I only make comments to amuse myself .
G.


----------



## greco (Jul 15, 2007)

GTmaker said:


> cant stand that music


@GTmaker Even if the genre of music holds no enjoyment for you, are you not impressed with the playing?

Maybe some RUSH will be more to your liking?


----------



## GTmaker (Apr 24, 2006)

Basically, the girls have learned how to follow the dots on some king of Guitar Hero game.
My younger son is also very good at doing that. I have heard him play Rush stuff and was amazed.
Can my son play 3 notes together without looking at the dots?
If you dont know the answer to that question, I don't think I can help you.
G.




greco said:


> @GTmaker Even if the genre of music holds no enjoyment for you, are you not impressed with the playing?
> 
> Maybe some RUSH will be more to your liking?


----------



## greco (Jul 15, 2007)

GTmaker said:


> My younger son is also very good at doing that. I have heard him play Rush stuff and was amazed.
> Can my son play 3 notes together without looking at the dots?

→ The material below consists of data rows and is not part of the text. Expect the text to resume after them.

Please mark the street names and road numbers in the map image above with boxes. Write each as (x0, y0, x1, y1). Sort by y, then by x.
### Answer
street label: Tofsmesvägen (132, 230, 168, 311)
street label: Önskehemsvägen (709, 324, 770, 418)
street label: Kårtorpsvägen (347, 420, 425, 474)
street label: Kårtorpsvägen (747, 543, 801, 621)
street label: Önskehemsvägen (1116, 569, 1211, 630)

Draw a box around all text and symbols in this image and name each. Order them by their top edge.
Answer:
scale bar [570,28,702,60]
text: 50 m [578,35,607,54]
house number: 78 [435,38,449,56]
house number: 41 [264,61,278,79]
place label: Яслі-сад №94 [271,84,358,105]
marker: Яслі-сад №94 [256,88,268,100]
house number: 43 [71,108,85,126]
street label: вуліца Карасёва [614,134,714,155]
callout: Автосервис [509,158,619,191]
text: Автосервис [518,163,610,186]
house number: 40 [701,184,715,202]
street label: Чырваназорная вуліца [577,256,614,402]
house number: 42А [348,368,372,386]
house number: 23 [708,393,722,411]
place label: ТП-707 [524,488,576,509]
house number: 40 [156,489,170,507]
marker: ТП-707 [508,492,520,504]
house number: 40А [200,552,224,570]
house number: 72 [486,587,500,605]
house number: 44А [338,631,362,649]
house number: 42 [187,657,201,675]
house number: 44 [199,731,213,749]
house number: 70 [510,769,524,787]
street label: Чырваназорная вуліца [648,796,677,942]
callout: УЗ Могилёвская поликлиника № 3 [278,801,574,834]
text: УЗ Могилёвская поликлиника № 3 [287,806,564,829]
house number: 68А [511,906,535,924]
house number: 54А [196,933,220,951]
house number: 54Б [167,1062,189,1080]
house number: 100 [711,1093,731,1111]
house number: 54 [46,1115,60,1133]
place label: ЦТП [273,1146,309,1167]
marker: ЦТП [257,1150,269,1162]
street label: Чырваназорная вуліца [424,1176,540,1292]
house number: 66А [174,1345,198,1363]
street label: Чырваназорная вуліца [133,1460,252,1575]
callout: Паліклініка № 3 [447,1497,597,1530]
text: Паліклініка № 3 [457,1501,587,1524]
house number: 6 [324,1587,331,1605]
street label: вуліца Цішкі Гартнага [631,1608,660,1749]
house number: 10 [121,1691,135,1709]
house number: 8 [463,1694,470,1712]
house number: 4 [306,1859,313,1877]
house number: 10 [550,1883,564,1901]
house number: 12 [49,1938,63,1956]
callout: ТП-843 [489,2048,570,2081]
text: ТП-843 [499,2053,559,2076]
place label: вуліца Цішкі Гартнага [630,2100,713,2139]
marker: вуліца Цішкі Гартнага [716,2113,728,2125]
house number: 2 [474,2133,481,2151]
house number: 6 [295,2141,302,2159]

If your son practiced with the dots and then later played with a backing track (and no dots/screen), could he not "learn" the song form purely a rote/mechanical perspective? 
Is it not somewhat similar to using "tab" to learn a song?



GTmaker said:


> I don't think I can help you.


Please try to help me to understand how this could not be used a some sort of learning tool.


----------



## GTmaker (Apr 24, 2006)

other then maybe a good finger exercise on the instrument, I can tell you that from what I have seen, this type of playing does not translate to anything you know as being musical.
G.



greco said:


> If your son practiced with the dots and then later played with a backing track (and no dots/screen), could he not "learn" the song form purely a rote/mechanical perspective?
> Is it not somewhat similar to using "tab" to learn a song?
> Please try to help me to understand how this could not be used a some sort of learning tool.


----------



## greco (Jul 15, 2007)

GTmaker said:


> this type of playing does not translate to anything you know as being musical.


----------



## GTmaker (Apr 24, 2006)

thanks for posting the "live" solo portion....pretty well proves my point.
Im surprised she didn't do any Rush.... would of been nice to see.
G.



greco said:


>


----------



## greco (Jul 15, 2007)

GTmaker said:


> ...pretty well proves my point.


Just to clarify, your point being that the "live" solo portion is "not musical"?


----------



## Bubb (Jan 16, 2008)

Player99 said:


> She can play guitar and the singer has "it".


I love the kid's singing,she's a natural .



greco said:


> @GTmaker Even if the genre of music holds no enjoyment for you, are you not impressed with the playing?
> 
> Maybe some RUSH will be more to your liking?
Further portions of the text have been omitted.